Он поднялся, на мгновение прикрыл правой рукой глаза и ушел сгорбленный и одинокий, а люди со страхом смотрели ему вслед.
Подошел Ахмед паша с улыбкой на лице.
— Весь зал хочет на тебе женится, — сказал он тихо.
Азиадэ насмешливо осмотрелась.
— Они все хорошие люди, отец. Кому же ты меня отдашь — негру из Тимбукту или каджарскому принцу?
— Никому — сказал паша. — Я поеду в Афганистан, обагрю свой меч в крови врага, построю новый дворец, и ты выйдешь замуж за короля.
Азиадэ свысока посмотрела на отца. За его головой висели черное знамя Афганистана и портрет человека с орлиным носом и длинным белым пером на шапке.

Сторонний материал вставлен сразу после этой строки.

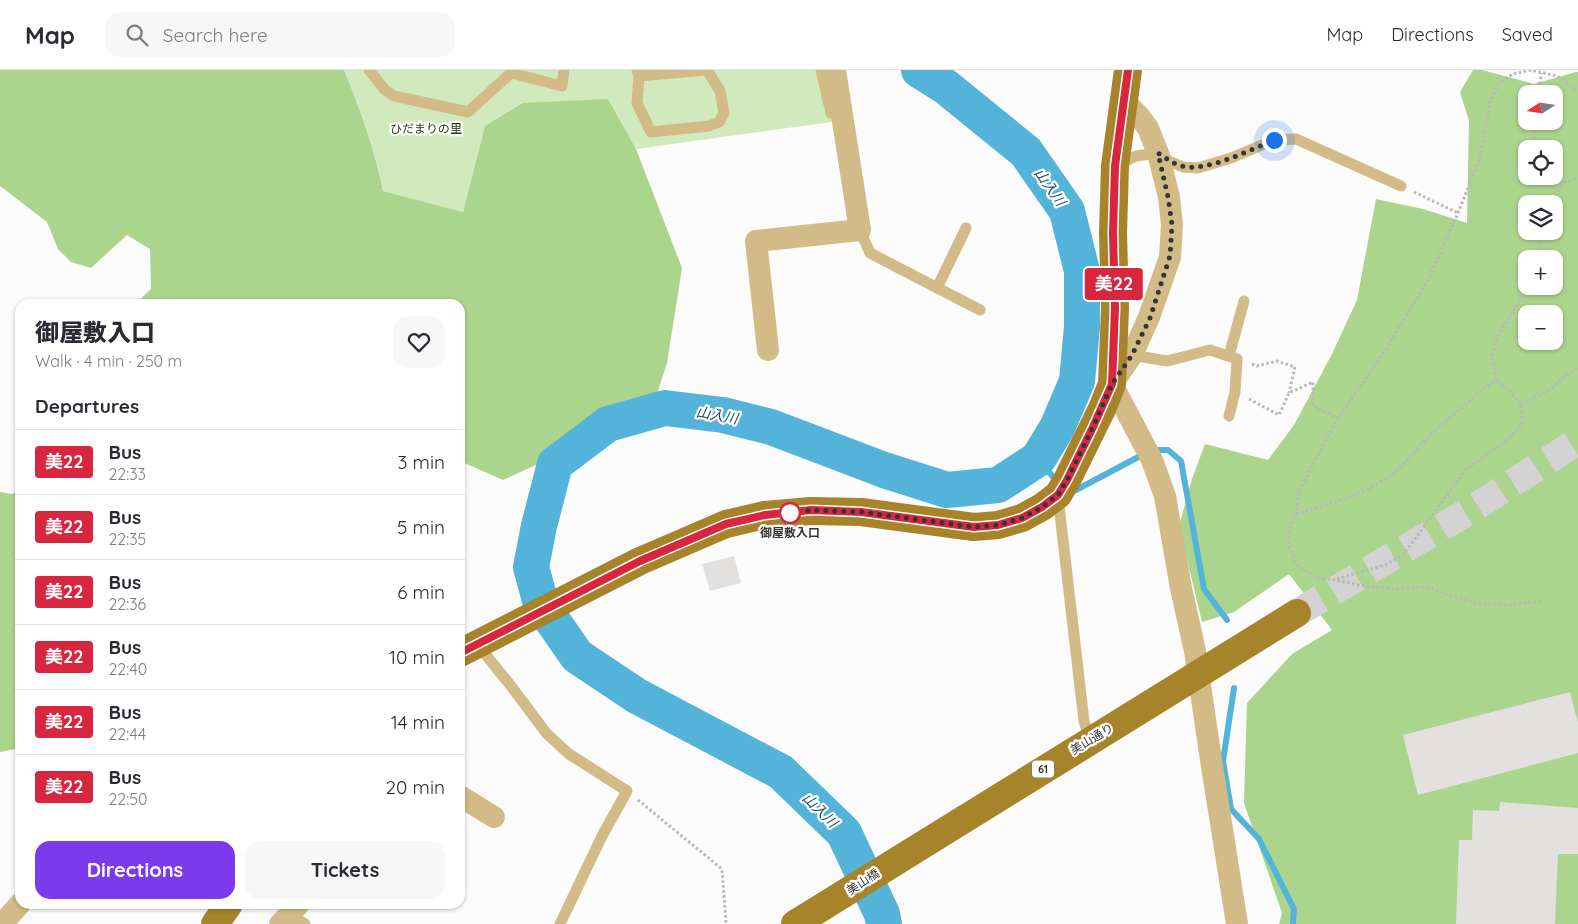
<!DOCTYPE html>
<meta charset="utf-8">
<style>
body{margin:0;font-family:Quicksand,"Noto Sans JP",sans-serif;background:#f7f7f7;color:#2b2b33;height:100vh;display:flex;flex-direction:column;font-size:19px;white-space:nowrap}
*{box-sizing:border-box;margin:0}
p{font-size:16px;color:#7c7c81}
.icon{flex:none;width:28px;height:28px;fill:none;stroke:currentColor;stroke-width:2;stroke-linecap:round;stroke-linejoin:round}
.map{position:relative;flex:1;overflow:hidden}
.panel{position:absolute;left:15px;top:229px;width:450px;height:610px;display:flex;flex-direction:column;background:#fff;border-radius:15px;box-shadow:0 1px 4px #0004}
.panel>*{flex:none}
.badge{padding:0 10px;border-radius:4px;font-size:18px;line-height:32px}
.needle{width:32px;rotate:258deg}
.fabs{position:absolute;left:1518px;top:15px;display:grid;gap:10px}
.fabs a{display:grid;place-items:center;width:45px;height:45px;border-radius:10px;background:#fff;box-shadow:0 1px 4px #0004;font-size:25px}
.you{position:absolute;width:25px;height:25px;margin:-12px;border:4px solid #fff;border-radius:50%;background:#1a73e8;box-shadow:0 0 0 8px #1a73e833}
.map>.badge{position:absolute;translate:-50% -50%;box-shadow:0 0 0 2px #fff}
h2{padding:0 20px;font-size:19px;line-height:45px}
.round{display:grid;place-items:center;flex:none;width:52px;height:52px;border-radius:15px;background:#f7f7f7}
.head{display:flex;align-items:center;justify-content:space-between;height:85px;padding:0 20px}
h1{font-size:24px;font-weight:800;line-height:38px}
.button{display:flex;gap:10px;margin-top:auto;padding:10px 20px}
.button a{flex:1;height:58px;border-radius:15px;background:#7c3aed;color:#fff;font-size:20px;font-weight:800;line-height:58px;text-align:center}
.button a+a{background:#f7f7f7;color:#2b2b33}
ul{padding:0;list-style:none}
li{display:flex;align-items:center;gap:15px;height:65px;padding:0 20px;border-top:1px solid #e1e1e2}
li div{flex:1}
li b{display:block;font-size:19px}
li em{font-style:normal}
li .badge{min-width:55px;font-weight:700;text-align:center}
header{display:flex;align-items:center;gap:30px;box-sizing:border-box;height:70px;padding:0 25px;background:#fff;border-bottom:1px solid #e1e1e2}
header strong{font-size:24px}
nav{display:flex;gap:28px;margin-inline-start:auto;font-size:18px}
.search{width:350px;height:45px;background:#f7f7f7;display:flex;align-items:center;gap:12px;box-sizing:border-box;padding:0 18px;border-radius:15px;color:#7c7c81;font-size:19px}
.map>svg:first-child{display:block}
.green{fill:#d0eabd}
.forest{fill:#abd48c;fill-rule:evenodd}
.lines{fill:none;stroke-linecap:round;stroke-linejoin:round}
.stream{stroke:#53b3d9;stroke-width:6}
.river{stroke:#53b3d9;stroke-width:36}
.building{fill:#e2e1e0}
.primary-tunnel{stroke:#d3d3d4;stroke-width:28;stroke-dasharray:28 14;stroke-linecap:butt}
.path{stroke:#b8b8b9;stroke-width:3;stroke-dasharray:2.5 2.5;stroke-linecap:butt}
.lane{stroke:#d2bb86;stroke-width:11}
.street{stroke:#d2bb86;stroke-width:22}
.primary{stroke:#a7842a;stroke-width:28}
.line-casing{stroke:#fff;stroke-width:11}
.line{stroke:#d7263d;stroke-width:8}
.walk{stroke:#353535;stroke-width:5;stroke-dasharray:0 9}
.stop-dot{fill:#fff;stroke:#d7263d;stroke-width:2.5}
.labels{text-anchor:middle;stroke-width:4.5;stroke-linejoin:round;paint-order:stroke}
.shield{fill:#fff;stroke:#727272;stroke-width:1}
.shield-label{font-size:11px;font-weight:bold;fill:#353535}
.park-label{font-size:12px;fill:#233b08;stroke:#fff}
.stop-label{font-size:12px;font-weight:bold;fill:#353535;stroke:#fff}
.street-label{font-size:12px;fill:#353535;stroke:#fff}
.water-label{font-size:14px;font-style:italic;fill:#244d5e;stroke:#fff}
</style>
<header>
<strong>Map</strong>
<div class="search"><svg class="icon" aria-label="search" viewBox="0 0 24 24"><circle cx="10" cy="10" r="6"/><path d="M15 15l6 6"/></svg>Search here</div>
<nav><a>Map</a><a>Directions</a><a>Saved</a></nav>
</header>
<div class="map">
<svg width="1578" height="854" viewBox="0 0 1578 854">
<rect width="100%" height="100%" fill="#fbfbfc"/>
<path class="green" d="M 344,0 L 829,0 L 839,51 L 636,79 L 608,29 L 485,56 L 463,142 L 383,121 C 376,79 360,39 344,0 Z"/>
<g class="forest">
<path d="M 0,0 L 344,0 C 360,39 375,79 383,121 L 463,142 L 485,56 L 523,33 L 608,29 L 636,79 L 682,198 L 667,293 L 651,342 L 503,410 L 460,391 L 460,234 L 135,234 L 151,219 L 150,179 L 127,165 L 91,198 L 71,192 L 58,179 L 47,152 L 0,116 Z"/>
<path d="M 1473,0 L 1482,0 L 1534,14 L 1576,2 L 1578,2 L 1578,854 L 1279,854 L 1282,843 L 1244,733 L 1247,633 L 1292,584 L 1332,560 L 1289,504 L 1234,542 L 1202,552 L 1179,456 L 1192,409 L 1205,374 L 1268,390 L 1294,355 L 1332,284 L 1357,230 L 1376,129 L 1423,139 L 1467,153 L 1469,51 L 1460,22 ZM 1526,24 L 1554,24 L 1554,51 L 1526,51 ZM 1526,79 L 1554,79 L 1554,106 L 1526,106 ZM 1526,134 L 1554,134 L 1554,161 L 1526,161 ZM 1526,189 L 1554,189 L 1554,216 L 1526,216 ZM 1526,244 L 1554,244 L 1554,271 L 1526,271 Z"/>
<path d="M 20,421 L 20,678 L 0,682 L 0,422 L 12,424 Z"/>
</g>
<g class="lines">
<g class="stream">
<path d="M 1153,380 L 1168,380 L 1181,391 L 1204,519 L 1227,550"/>
<path d="M 1038,389 L 1054,408 L 1059,411"/>
<path d="M 1070,417 L 1076,420 L 1144,384"/>
<path d="M 1234,618 L 1223,691 L 1231,739 L 1259,769 L 1294,839 L 1293,854"/>
</g>
<path class="river" d="M 884,854 L 882,844 L 844,763 L 781,702 L 637,626 L 577,586 L 541,534 L 531,497 L 539,456 L 555,394 L 608,354 L 665,338 L 723,345 L 771,357 L 884,400 L 947,420 L 998,415 L 1038,389 L 1057,358 L 1077,311 L 1082,257 L 1082,201 L 1067,141 L 1026,82 L 946,17 L 919,0"/>
</g>
<g class="building">
<path d="M 734,486 L 741,513 L 710,521 L 702,494 Z"/>
<path d="M 1570,622 L 1578,653 L 1578,683 L 1418,725 L 1403,665 Z"/>
<path d="M 1500,732 L 1578,738 L 1578,784 L 1558,784 L 1555,854 L 1456,854 L 1459,770 L 1472,770 L 1473,740 L 1499,741 Z"/>
</g>
<g class="lines">
<path class="primary-tunnel" d="M 1297,543 L 1469,441 L 1578,371"/>
<g class="path">
<path d="M 1539,24 L 1541,3"/>
<path d="M 1534,79 L 1536,51"/>
<path d="M 1414,122 L 1458,143"/>
<path d="M 1550,134 L 1564,113 L 1578,108"/>
<path d="M 1538,189 L 1542,161"/>
<path d="M 1252,294 L 1257,296 L 1277,291 L 1295,297 L 1289,323"/>
<path d="M 1249,329 L 1279,345 L 1289,323 L 1313,312 L 1313,336 L 1338,348"/>
<path d="M 1521,335 L 1549,320 L 1567,305 L 1578,298"/>
<path d="M 1296,444 L 1339,431 L 1369,419 L 1394,404 L 1433,362 L 1496,309 L 1492,284 L 1498,265 L 1529,216"/>
<path d="M 1337,509 L 1385,495 L 1404,484 L 1466,399 L 1505,372 L 1522,354 L 1521,335 L 1511,322 L 1496,309"/>
<path d="M 1541,531 L 1508,535 L 1480,534 L 1454,527 L 1429,517 L 1397,519 L 1364,516 L 1335,510 L 1317,508 L 1299,497 L 1289,478 L 1289,460 L 1296,444 L 1299,421 L 1338,348 L 1385,281 L 1430,206 L 1458,143 L 1480,88 L 1490,33 L 1498,14 L 1513,4 L 1531,0 L 1557,6 L 1578,20"/>
<path d="M 638,730 L 722,799 L 726,851 L 724,854"/>
</g>
<g class="lane">
<path d="M 369,0 L 385,20 L 394,26 L 468,42 L 511,3 L 562,16 L 564,0"/>
<path d="M 637,0 L 639,6 L 637,33 L 651,62 L 709,56 L 719,52 L 724,43 L 720,21 L 707,0"/>
<path d="M 821,0 L 831,43"/>
<path d="M 639,6 L 706,0"/>
<path d="M 1117,95 L 1136,86 L 1158,83 L 1169,91 L 1183,97 L 1198,98 L 1231,88 L 1274,70 L 1296,69 L 1401,116"/>
<path d="M 860,160 L 870,183 L 980,240"/>
<path d="M 937,218 L 966,158"/>
<path d="M 1132,285 L 1167,291 L 1210,280 L 1237,289 L 1235,322 L 1229,346"/>
<path d="M 1229,286 L 1244,231"/>
<path d="M 1058,427 L 1084,651 L 1090,670"/>
<path d="M 477,574 L 511,616 L 547,664 L 569,684 L 627,721 L 602,766 L 560,854"/>
<path d="M 290,844 L 305,854"/>
</g>
<g class="street">
<path d="M 1124,31 L 1139,46 L 1148,58 L 1158,83 L 1169,127 L 1172,155 L 1170,187 L 1149,247 L 1132,285 L 1112,314 L 1152,390 L 1165,426 L 1181,518 L 1195,581 L 1211,690 L 1237,854"/>
<path d="M 768,280 L 756,171 L 860,160 L 835,0"/>
<path d="M 460,726 L 494,747"/>
<path d="M 2,854 L 20,834"/>
<path d="M 280,854 L 299,834"/>
</g>
<g class="primary">
<path d="M 460,583 L 640,491 L 726,454 L 765,445 L 811,441 L 861,442 L 974,457 L 998,455 L 1022,448 L 1042,437 L 1058,425 L 1067,410 L 1102,339 L 1112,314 L 1115,238 L 1113,163 L 1115,96 L 1128,0"/>
<path d="M 215,854 L 229,834"/>
<path d="M 795,854 L 1297,543"/>
</g>
</g>
<g class="lines">
<g class="line-casing">
<path id="line" d="M 460,583 L 640,491 L 726,454 L 765,445 L 811,440 L 861,442 L 974,457 L 998,455 L 1022,448 L 1042,437 L 1058,425 L 1067,410 L 1093,357 L 1112,314 L 1115,238 L 1113,163 L 1115,96 L 1128,0"/>
</g>
<use href="#line" class="line"/>
<path class="walk" d="M 790,443 L 811,440 L 861,442 L 974,457 L 998,455 L 1022,448 L 1042,437 L 1058,425 L 1067,410 L 1093,357 L 1112,314 L 1132,285 L 1150,248 L 1170,186 L 1172,155 L 1168,127 L 1158,83 C 1166,88 1173,94 1182,96 C 1205,103 1252,79 1274,70"/>
</g>
<circle class="stop-dot" cx="790" cy="443" r="10"/>
<g class="labels">
<rect class="shield" x="1032" y="690.5" width="22" height="17" rx="4"/>
<g class="shield-label">
<text x="1043" y="703">61</text>
</g>
<g class="park-label">
<text x="426" y="63">ひだまりの里</text>
</g>
<g class="stop-label">
<text x="790" y="467">御屋敷入口</text>
</g>
<g class="street-label">
<text transform="translate(1092 669) rotate(-31)" y="4">美山通り</text>
<text transform="translate(863 812) rotate(-33)" y="4">美山橋</text>
</g>
<g class="water-label">
<text transform="translate(1050 117) rotate(55)" y="5">山入川</text>
<text transform="translate(717 345) rotate(10)" y="5">山入川</text>
<text transform="translate(820 740) rotate(44)" y="5">山入川</text>
</g>
</g>
</svg>
<div class="fabs">
<a><svg class="needle" viewBox="-14 -14 28 28"><path d="M0-13l5 13h-10z" fill="#e53935"/><path d="M0 13l5-13h-10z" fill="#7c7c81"/></svg></a>
<a><svg class="icon" aria-label="locate" viewBox="0 0 24 24"><circle cx="12" cy="12" r="6"/><path d="M12 2v4M12 18v4M2 12h4M18 12h4"/></svg></a>
<a><svg class="icon" aria-label="layers" viewBox="0 0 24 24"><path d="M12 4l9 5-9 5-9-5zM3 14l9 5 9-5"/></svg></a>
<a>+</a>
<a>−</a>
</div>
<div class="you" style="left:1274px;top:70px"></div>
<b class="badge" style="left:1114px;top:214px;background:#d7263d;color:#fff">美22</b>
<section class="panel">
<div class="head"><div><h1>御屋敷入口</h1><p>Walk · 4 min · 250 m</p></div><a class="round"><svg class="icon" aria-label="heart" viewBox="0 0 24 24"><path d="M12 20l-8-8c-3-5 5-10 8-4 3-6 11-1 8 4z"/></svg></a></div>
<h2>Departures</h2>
<ul>
<li><span class="badge" style="background:#d7263d;color:#fff">美22</span><div><b>Bus</b><p>22:33</p></div><em>3 min</em></li>
<li><span class="badge" style="background:#d7263d;color:#fff">美22</span><div><b>Bus</b><p>22:35</p></div><em>5 min</em></li>
<li><span class="badge" style="background:#d7263d;color:#fff">美22</span><div><b>Bus</b><p>22:36</p></div><em>6 min</em></li>
<li><span class="badge" style="background:#d7263d;color:#fff">美22</span><div><b>Bus</b><p>22:40</p></div><em>10 min</em></li>
<li><span class="badge" style="background:#d7263d;color:#fff">美22</span><div><b>Bus</b><p>22:44</p></div><em>14 min</em></li>
<li><span class="badge" style="background:#d7263d;color:#fff">美22</span><div><b>Bus</b><p>22:50</p></div><em>20 min</em></li>
</ul>
<div class="button"><a>Directions</a><a>Tickets</a></div>
</section>
</div>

— Король, — тихо проговорила она и погладила руку отца. — А что бы ты сделал отец, если бы посторонний мужчина решился меня поцеловать?
— Чужой мужчина тебя поцеловал? Но кто на такое отважится?
— Ну, а если все же кто-то отважится?
— Аллах милосердный, дочка, как ты можешь думать о таком? Я отрежу губы, которые тебя поцеловали, выколю глаза, которые тебя видели. Он бы пожалел о содеянном.